A 13h00, von Below fait donner le XVIII. AK de Viktor Albrecht – en plus des VI. RK et XIV. RK déjà engagés – entre Ecoust-Saint-Mein et Saint-Léger – Noreuil – Doignies contre le IV Corps de Charles Woolcombe. Du coup la 66th (2nd East Lancashire) Division ploie sous la force allemandes et doit reculer jusqu’à l’est de Péronne. Ses 2nd et 9th Bn. Lancashire Regiment laissent en tout 736 hommes sur place. Mais les Anglais tentent de réagir. Byng ordonne à la 25th Division de Guy Bainbridge de contre-attaquer avec le soutien d’une partie de l’artillerie. Les combats sont rudes et les pertes lourdes mais la contre-attaque de Bainbridge maintient un temps les positions britanniques sur Ervillers – Vaulx-Vraucourt – Frémicourt. En revanche, l’assaut combiné de l’aile droite de la XVII. Armee et de l’aile gauche de la II. Armee inflige de lourdes pertes à Byng et permet aux Allemands de percer la route Cambrai – Bapaume dans le secteur de Boursies et Louverval. La 59th (2nd South Midland) Division de Romer (VI Corps) est sévèrement malmenée et doit abandonner ses positions près de Bullecourt. A 21h00, le flanc droit du XVIII. AK réussit à atteindre le Bac de Sensée, entre Fontaine-lès-Croisilles et Saint-Léger. Le flanc gauche du XVIII. AK, le VI. RK et le XIV. RK tiennent une ligne entre Saint-Légers et Beaumetz, tandis que le XI. AK s’ancre entre Boursies-Doignies et Demicourt. En revanche, les trois divisions chargées de l’Offensive « Mars » ont atteint Bouchain mais se retrouvent bloquées au Bac de Sensée et Arleux.

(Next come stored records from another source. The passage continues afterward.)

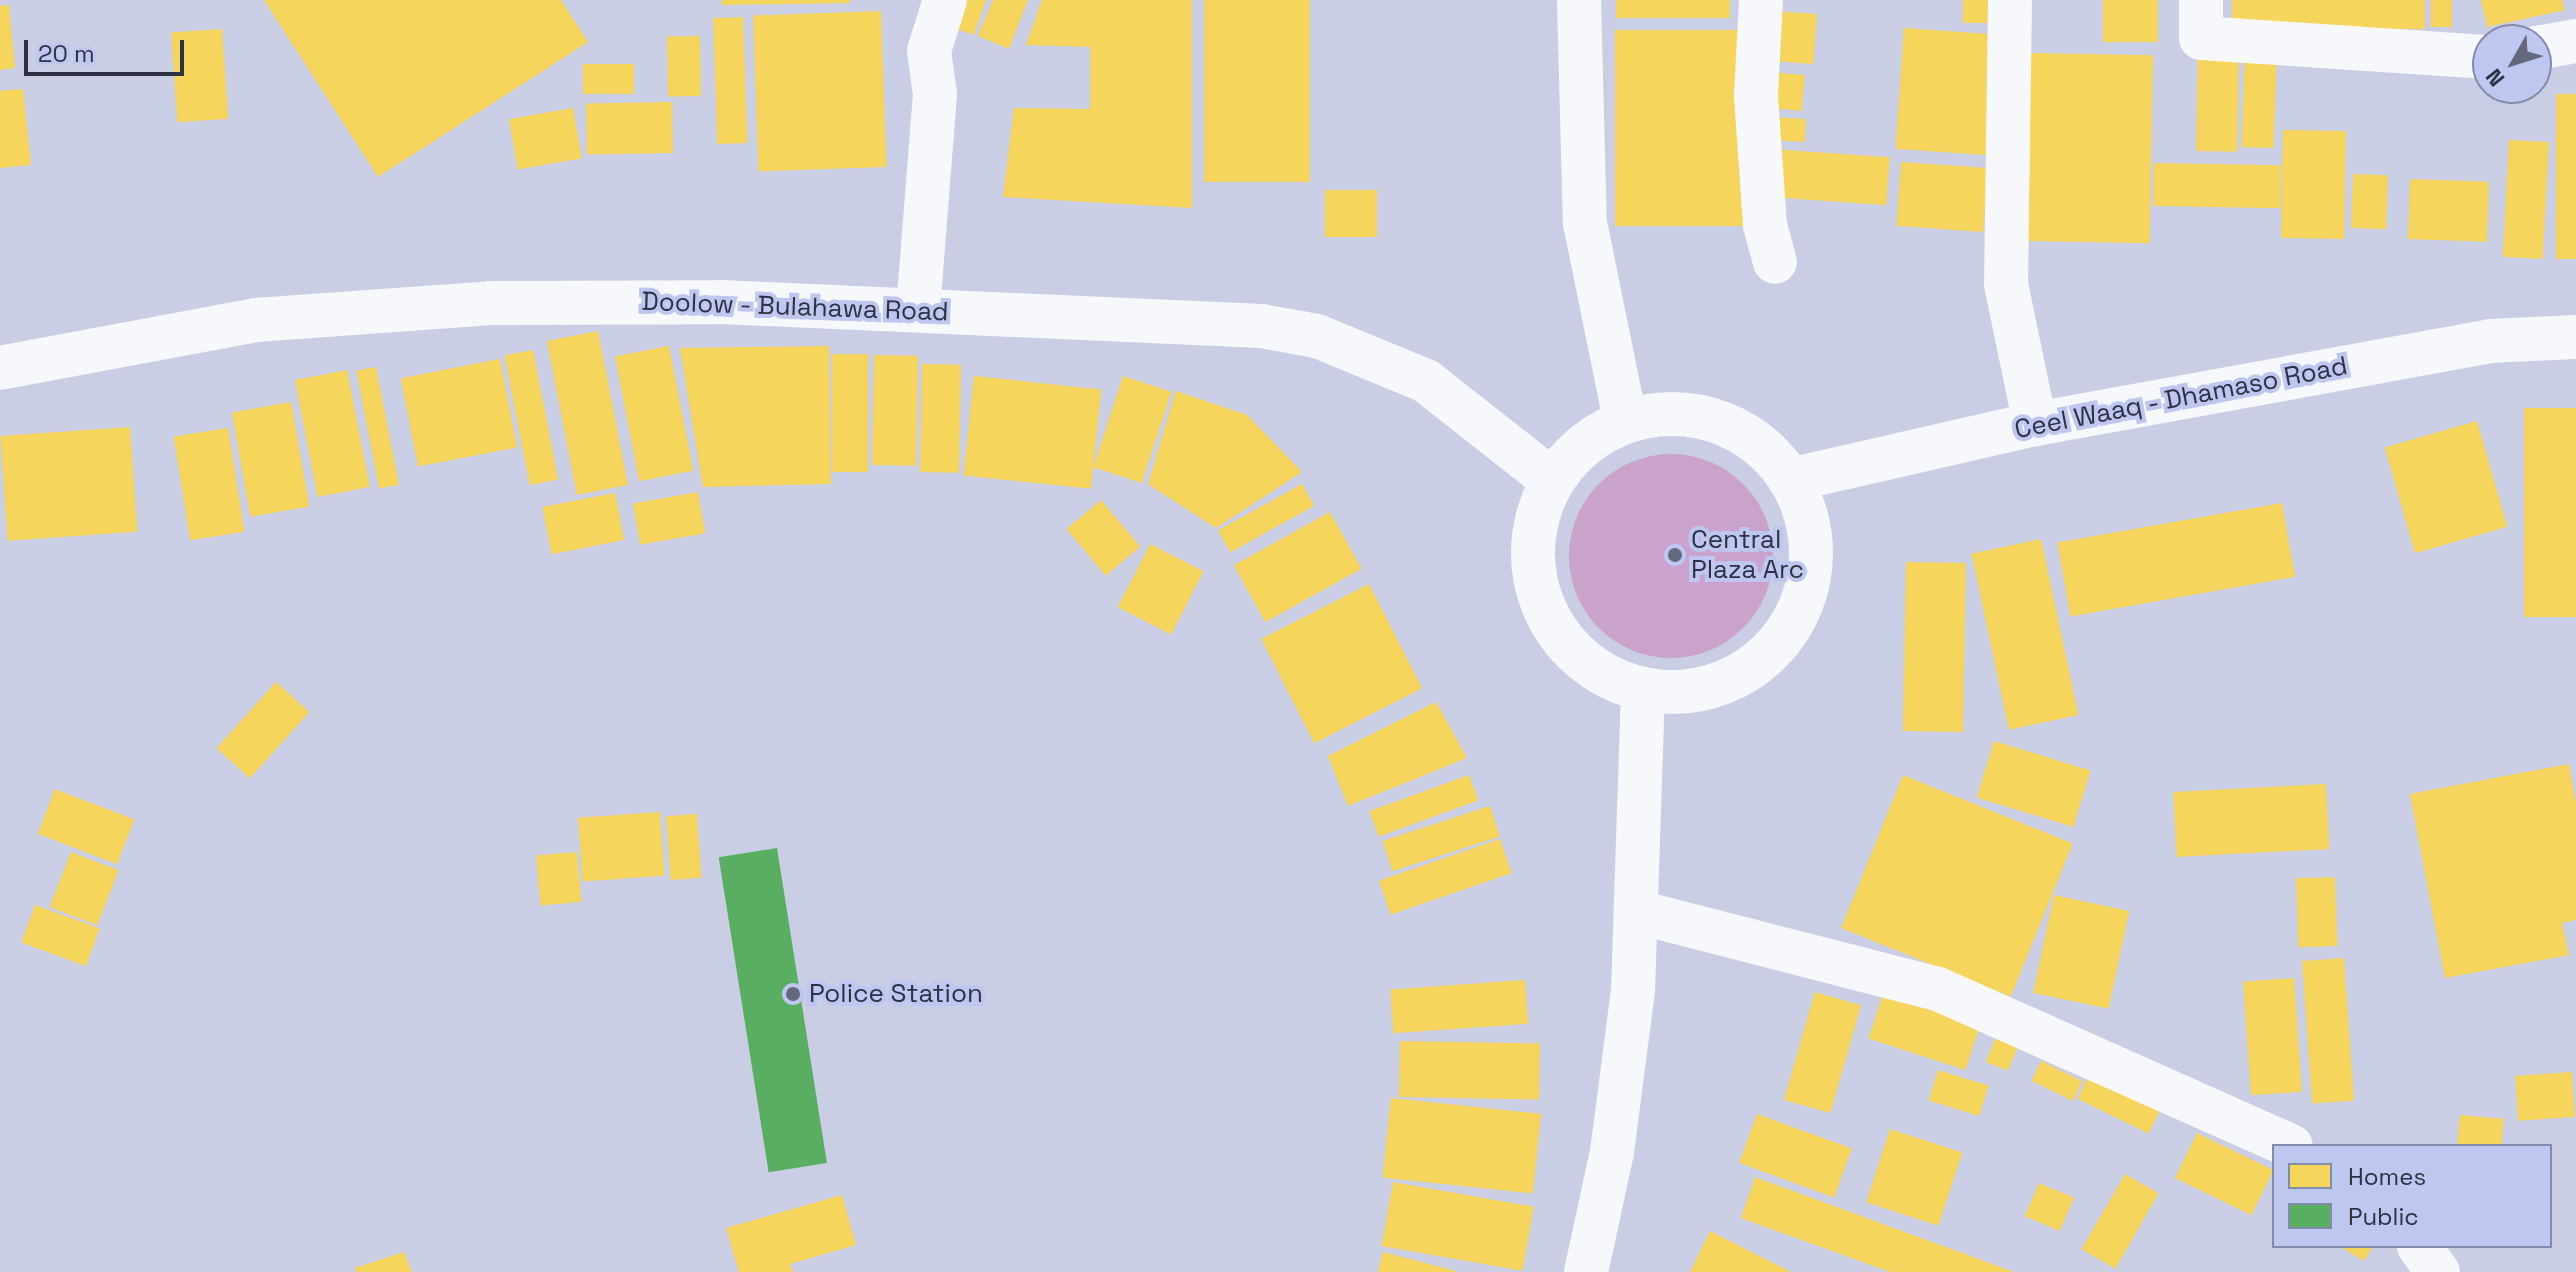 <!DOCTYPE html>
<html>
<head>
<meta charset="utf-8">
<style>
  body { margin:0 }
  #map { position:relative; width:2576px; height:1272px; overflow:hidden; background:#c9cee5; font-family:"Space Grotesk",sans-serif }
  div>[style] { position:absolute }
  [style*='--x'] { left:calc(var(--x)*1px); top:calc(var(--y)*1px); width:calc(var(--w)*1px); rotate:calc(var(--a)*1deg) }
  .green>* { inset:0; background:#c9a3cc }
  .round { border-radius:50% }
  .homes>* { inset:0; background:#f6d55c; transform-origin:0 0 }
  .public>* { inset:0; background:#5aae61; transform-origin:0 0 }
  .minor>* { height:44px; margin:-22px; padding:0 22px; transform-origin:22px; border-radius:22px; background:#f7f8fb }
  .major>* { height:44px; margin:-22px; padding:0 22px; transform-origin:22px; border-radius:22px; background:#f7f8fb }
  .major>.ring { margin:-22px; padding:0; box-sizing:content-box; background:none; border:44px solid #f7f8fb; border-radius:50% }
  .dots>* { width:22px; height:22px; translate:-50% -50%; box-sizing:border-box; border:4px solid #bec7f0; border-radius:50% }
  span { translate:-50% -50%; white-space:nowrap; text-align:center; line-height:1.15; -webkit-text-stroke:8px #bec7f0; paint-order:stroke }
  .street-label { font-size:26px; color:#2e3141 }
  .poi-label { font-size:26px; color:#2e3141 }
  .left { translate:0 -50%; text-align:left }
  .legend { position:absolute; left:2272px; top:1144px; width:280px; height:104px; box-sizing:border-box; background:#bec7f0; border:2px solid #848baa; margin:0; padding:10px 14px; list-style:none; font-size:24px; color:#2e3141 }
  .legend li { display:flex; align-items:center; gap:16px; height:40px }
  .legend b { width:40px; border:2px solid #848baa }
  .north { position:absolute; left:2472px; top:24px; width:80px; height:80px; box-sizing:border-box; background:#bec7f0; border:2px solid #848baa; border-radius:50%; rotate:231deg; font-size:22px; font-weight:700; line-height:32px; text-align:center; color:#2e3141 }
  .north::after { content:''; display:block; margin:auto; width:28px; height:36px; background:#64687a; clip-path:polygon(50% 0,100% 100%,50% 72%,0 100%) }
  .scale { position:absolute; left:24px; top:40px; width:160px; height:36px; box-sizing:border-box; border:4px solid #2e3141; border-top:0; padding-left:10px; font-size:24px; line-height:28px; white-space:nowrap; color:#2e3141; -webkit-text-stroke:6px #bec7f0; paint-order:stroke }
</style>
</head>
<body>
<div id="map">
  <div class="green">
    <i class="round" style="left:1569px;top:454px;width:204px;height:204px"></i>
  </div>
  <div class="homes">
    <i style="clip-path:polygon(264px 0,561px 0,588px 42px,378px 177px)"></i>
    <i style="clip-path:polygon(722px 0,850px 0,850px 3px,722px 5px)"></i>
    <i style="clip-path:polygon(950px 0,986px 0,974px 35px,942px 24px)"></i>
    <i style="clip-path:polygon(993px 0,1028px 0,1009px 49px,978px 36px)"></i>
    <i style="clip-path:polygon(1042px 0,1192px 0,1192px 208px,1003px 197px,1014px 108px,1090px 109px,1090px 47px,1026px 45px)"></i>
    <i style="left:1204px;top:0;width:106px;height:182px"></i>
    <i style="left:1616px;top:0;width:114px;height:18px"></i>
    <i style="left:1963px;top:0;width:26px;height:23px"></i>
    <i style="left:2103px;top:0;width:55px;height:42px"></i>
    <i style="left:2232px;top:0;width:193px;height:29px"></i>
    <i style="left:2431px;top:0;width:21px;height:27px"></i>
    <i style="clip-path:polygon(2481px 0,2562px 0,2565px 10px,2487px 27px)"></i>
    <i style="clip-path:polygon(9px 5px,15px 68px,0 70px,0 6px)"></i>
    <i style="left:881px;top:11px;width:156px;height:128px;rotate:88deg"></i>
    <i style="left:1773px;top:11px;width:44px;height:50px;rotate:4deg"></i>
    <i style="left:743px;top:17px;width:126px;height:30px;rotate:88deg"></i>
    <i style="left:1904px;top:28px;width:93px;height:121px;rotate:4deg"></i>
    <i style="left:222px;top:29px;width:90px;height:51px;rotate:86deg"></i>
    <i style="left:1615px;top:30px;width:130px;height:196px"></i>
    <i style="left:700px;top:36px;width:60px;height:33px;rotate:89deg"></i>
    <i style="left:2198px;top:46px;width:41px;height:105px;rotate:1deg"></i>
    <i style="left:2245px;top:50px;width:32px;height:97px;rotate:2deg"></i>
    <i style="left:2027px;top:53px;width:126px;height:188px;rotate:1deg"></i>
    <i style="left:583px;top:64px;width:51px;height:30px"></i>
    <i style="left:1770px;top:72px;width:35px;height:36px;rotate:5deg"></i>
    <i style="clip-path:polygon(23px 89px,31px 165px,0 168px,0 91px)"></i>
    <i style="left:2556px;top:94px;width:20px;height:165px"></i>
    <i style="left:672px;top:102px;width:51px;height:86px;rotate:89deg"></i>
    <i style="left:573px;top:108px;width:51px;height:65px;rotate:80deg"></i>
    <i style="left:1769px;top:117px;width:37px;height:23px;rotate:3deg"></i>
    <i style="left:2283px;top:130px;width:63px;height:108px;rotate:1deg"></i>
    <i style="left:2509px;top:140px;width:40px;height:117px;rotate:3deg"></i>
    <i style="left:1771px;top:149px;width:119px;height:48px;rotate:4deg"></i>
    <i style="left:1901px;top:162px;width:87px;height:64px;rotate:4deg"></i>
    <i style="left:2154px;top:163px;width:127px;height:43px;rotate:1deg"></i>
    <i style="left:2353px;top:174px;width:35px;height:54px;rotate:2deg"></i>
    <i style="left:2410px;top:179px;width:79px;height:60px;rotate:2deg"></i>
    <i style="left:1325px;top:190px;width:52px;height:47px"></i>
    <i style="left:598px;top:331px;width:157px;height:52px;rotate:79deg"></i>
    <i style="left:669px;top:346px;width:127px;height:55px;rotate:79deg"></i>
    <i style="clip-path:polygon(829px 346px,831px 484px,703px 487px,680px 348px)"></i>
    <i style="left:533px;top:350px;width:132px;height:29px;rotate:79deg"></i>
    <i style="left:832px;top:354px;width:36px;height:118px"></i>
    <i style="left:874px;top:355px;width:44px;height:110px;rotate:1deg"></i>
    <i style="left:500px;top:359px;width:90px;height:101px;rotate:79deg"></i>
    <i style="left:922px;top:364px;width:39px;height:108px;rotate:1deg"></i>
    <i style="left:376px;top:367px;width:120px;height:20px;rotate:79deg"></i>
    <i style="left:347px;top:370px;width:119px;height:53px;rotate:79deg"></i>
    <i style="left:974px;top:376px;width:128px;height:100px;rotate:6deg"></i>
    <i style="left:1123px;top:376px;width:51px;height:96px;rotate:18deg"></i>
    <i style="clip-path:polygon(1176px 391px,1247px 415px,1302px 472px,1216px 528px,1148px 484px)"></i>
    <i style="left:291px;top:402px;width:106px;height:60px;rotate:80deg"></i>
    <i style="left:2524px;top:408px;width:52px;height:209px"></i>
    <i style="left:2477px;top:421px;width:110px;height:96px;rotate:74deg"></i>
    <i style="left:130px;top:427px;width:105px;height:130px;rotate:86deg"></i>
    <i style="left:228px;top:428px;width:105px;height:55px;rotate:81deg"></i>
    <i style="left:1302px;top:484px;width:25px;height:96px;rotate:61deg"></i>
    <i style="left:698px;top:492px;width:42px;height:66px;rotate:80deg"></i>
    <i style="left:615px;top:493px;width:48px;height:74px;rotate:79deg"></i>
    <i style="left:1101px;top:500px;width:61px;height:45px;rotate:50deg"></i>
    <i style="left:2282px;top:503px;width:75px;height:228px;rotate:80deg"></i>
    <i style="left:1330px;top:512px;width:65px;height:110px;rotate:61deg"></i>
    <i style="left:2041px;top:539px;width:180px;height:71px;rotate:78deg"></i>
    <i style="left:1150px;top:544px;width:60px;height:71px;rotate:27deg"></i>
    <i style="left:1906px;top:562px;width:60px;height:169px;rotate:1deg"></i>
    <i style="left:1369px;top:584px;width:117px;height:121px;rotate:63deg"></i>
    <i style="left:276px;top:682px;width:45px;height:89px;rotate:42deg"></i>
    <i style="clip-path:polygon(1436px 702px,1467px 758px,1348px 806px,1328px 756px)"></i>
    <i style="left:1994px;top:741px;width:101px;height:59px;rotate:17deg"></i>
    <i style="clip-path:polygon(2569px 764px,2576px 803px,2576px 920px,2562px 923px,2569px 955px,2445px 978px,2410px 794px)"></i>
    <i style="left:1469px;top:775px;width:27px;height:106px;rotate:70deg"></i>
    <i style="left:1903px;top:775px;width:183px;height:165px;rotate:22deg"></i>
    <i style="left:2326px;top:784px;width:65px;height:153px;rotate:87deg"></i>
    <i style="left:55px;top:789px;width:85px;height:48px;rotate:21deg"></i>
    <i style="left:1490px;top:806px;width:32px;height:113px;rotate:72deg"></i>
    <i style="left:660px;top:812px;width:64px;height:82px;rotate:86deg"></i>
    <i style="left:697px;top:814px;width:64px;height:31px;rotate:86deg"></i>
    <i style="left:1500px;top:839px;width:36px;height:128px;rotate:71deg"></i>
    <i style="left:71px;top:852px;width:51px;height:59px;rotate:21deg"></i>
    <i style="left:577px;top:852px;width:50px;height:41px;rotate:85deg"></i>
    <i style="left:2335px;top:877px;width:69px;height:39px;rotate:88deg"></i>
    <i style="left:2054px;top:895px;width:77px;height:100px;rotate:12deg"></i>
    <i style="left:35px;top:905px;width:69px;height:40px;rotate:20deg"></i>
    <i style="left:2344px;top:958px;width:143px;height:42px;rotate:86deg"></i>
    <i style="left:2294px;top:978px;width:114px;height:51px;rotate:86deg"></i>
    <i style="left:1525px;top:980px;width:44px;height:135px;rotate:86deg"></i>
    <i style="left:1884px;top:991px;width:102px;height:50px;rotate:18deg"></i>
    <i style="left:1815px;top:992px;width:48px;height:112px;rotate:16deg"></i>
    <i style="left:2002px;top:1022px;width:24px;height:43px;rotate:22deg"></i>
    <i style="left:1400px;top:1041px;width:140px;height:56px;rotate:1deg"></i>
    <i style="left:2041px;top:1061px;width:46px;height:22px;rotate:26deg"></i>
    <i style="left:2096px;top:1061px;width:79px;height:42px;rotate:26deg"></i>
    <i style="left:1938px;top:1070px;width:53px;height:32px;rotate:17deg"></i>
    <i style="left:2572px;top:1072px;width:45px;height:57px;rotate:86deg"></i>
    <i style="left:1391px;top:1098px;width:151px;height:80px;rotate:6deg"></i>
    <i style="left:1757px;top:1114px;width:101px;height:52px;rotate:20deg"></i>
    <i style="left:2460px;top:1115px;width:44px;height:31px;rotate:5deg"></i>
    <i style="left:1890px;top:1129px;width:76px;height:77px;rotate:18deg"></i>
    <i style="left:2197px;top:1133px;width:85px;height:50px;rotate:26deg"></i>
    <i style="left:2125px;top:1174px;width:39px;height:87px;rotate:30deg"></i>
    <i style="clip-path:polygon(1755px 1177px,2014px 1272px,1890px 1272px,1741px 1218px)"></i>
    <i style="left:1393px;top:1182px;width:143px;height:65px;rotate:10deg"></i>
    <i style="left:2039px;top:1183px;width:38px;height:36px;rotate:23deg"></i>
    <i style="clip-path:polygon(842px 1195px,856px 1245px,790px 1264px,793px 1272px,739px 1272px,726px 1228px)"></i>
    <i style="clip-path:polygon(1710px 1231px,1791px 1272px,1690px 1272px)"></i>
    <i style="clip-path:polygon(2339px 1246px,2373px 1246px,2364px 1261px)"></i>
    <i style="clip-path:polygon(404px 1252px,412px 1272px,356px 1272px,355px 1268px)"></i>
    <i style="clip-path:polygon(1383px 1252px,1456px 1271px,1456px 1272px,1378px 1272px)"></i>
  </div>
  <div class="public">
    <i style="left:777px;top:848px;width:319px;height:59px;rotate:81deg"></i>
  </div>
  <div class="minor">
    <i style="--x:1761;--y:0;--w:96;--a:93"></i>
    <i style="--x:1756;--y:96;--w:129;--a:86"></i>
    <i style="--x:1765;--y:225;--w:38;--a:75"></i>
    <i style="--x:2010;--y:0;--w:284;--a:90.8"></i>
    <i style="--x:2006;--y:284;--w:143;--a:78.3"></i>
    <i style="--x:2201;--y:0;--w:38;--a:90"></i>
    <i style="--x:2201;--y:38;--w:288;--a:3.8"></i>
    <i style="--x:2536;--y:48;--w:41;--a:-9.9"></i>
    <i style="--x:918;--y:310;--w:217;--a:-85.5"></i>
    <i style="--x:935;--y:94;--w:43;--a:-97.9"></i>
    <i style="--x:929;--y:51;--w:53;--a:-72.6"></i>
    <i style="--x:1638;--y:912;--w:310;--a:14.4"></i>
    <i style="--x:1938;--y:989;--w:386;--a:24"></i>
    <i style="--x:2419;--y:1246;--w:32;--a:54"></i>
  </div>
  <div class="major">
    <i style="--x:1579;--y:0;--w:223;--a:88.5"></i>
    <i style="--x:1585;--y:223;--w:201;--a:78.5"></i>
    <i style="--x:0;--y:368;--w:260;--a:-10.6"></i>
    <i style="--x:256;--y:320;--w:236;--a:-4.1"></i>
    <i style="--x:491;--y:303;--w:230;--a:-0.2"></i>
    <i style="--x:721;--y:302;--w:541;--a:2.54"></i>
    <i style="--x:1261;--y:326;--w:57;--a:10.1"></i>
    <i style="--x:1317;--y:336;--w:118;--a:22.4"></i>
    <i style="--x:1426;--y:381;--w:160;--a:38.2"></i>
    <i class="ring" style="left:1533px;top:414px;width:234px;height:234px"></i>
    <i style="--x:1790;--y:480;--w:251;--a:-12.9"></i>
    <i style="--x:2035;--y:424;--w:463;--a:-10.3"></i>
    <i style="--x:2491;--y:341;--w:85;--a:-2.7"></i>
    <i style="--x:1586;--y:1272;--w:123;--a:-77.8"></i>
    <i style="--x:1612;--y:1152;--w:162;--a:-82.6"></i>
    <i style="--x:1633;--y:991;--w:302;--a:-88.1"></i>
  </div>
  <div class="dots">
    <i style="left:1675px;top:555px;background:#64687a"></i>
    <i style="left:793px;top:994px;background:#64687a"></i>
  </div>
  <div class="street-label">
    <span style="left:795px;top:307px;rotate:2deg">Doolow - Bulahawa Road</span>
    <span style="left:2181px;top:398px;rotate:-11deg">Ceel Waaq - Dhamaso Road</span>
  </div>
  <div class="poi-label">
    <span class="left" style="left:1691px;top:555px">Central<br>Plaza Arc</span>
    <span class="left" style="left:809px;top:994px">Police Station</span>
  </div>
  <ul class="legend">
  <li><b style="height:22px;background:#f6d55c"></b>Homes</li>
  <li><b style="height:22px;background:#5aae61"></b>Public</li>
  </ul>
  <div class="north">N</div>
  <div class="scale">20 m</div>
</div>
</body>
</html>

2 – « PELLE, METTEZ-MOI VOTRE Ve CORPS EN ROUTE ! »
– Dans l’après-midi c’est un Hubert Gough sévèrement secoué qui réfère de la situation, très critique, à Douglas Haig. En une journée d’offensive, plusieurs des Corps de la Fifth Army (décidément maudite depuis 1917) sont sur le point de perdre leur cohérence, tandis que des divisions sont au bord du gouffre. Le commandant en chef britannique accuse le coup. En effet, engoncé dans sa logique offensive et comme si la saignée de ses troupes à Passchendaele ne lui avait pas suffi, il projetait d’engager une nouvelle offensive en Flandres pour le printemps ; en misant sur l’épuisement général des troupes allemandes (6). Mais cette fois, c’est Ludendorff qui attaque en infligeant un violent coup de poing à son armée. Or, excepté les unités de réserves stationnées dans les secteurs d’Amiens et Saint-Pol (Pas-de-Calais) et derrière Arras, le BEF doit couvrir une ligne qui part de l’Oise jusqu’à Ypres. Haig pourrait bien sûr faire donner ses divisions au repos, dont les unités Australiennes et le Canadian Corps mais il craint trop que les Allemands profitent de l’immobilisation de ses forces entre la Scarpe et l’Oise pour donner un violent uppercut contre Plumer (Second Army) et Horne (First Army) qui gardent le front entre le nord d’Arras et Passchendaele (6). Et en cela, la suite lui donnera raison. Haig préfère donc opter pour une autre solution afin de palier à l’urgence ; il appelle Pétain et lui fait part de la situation.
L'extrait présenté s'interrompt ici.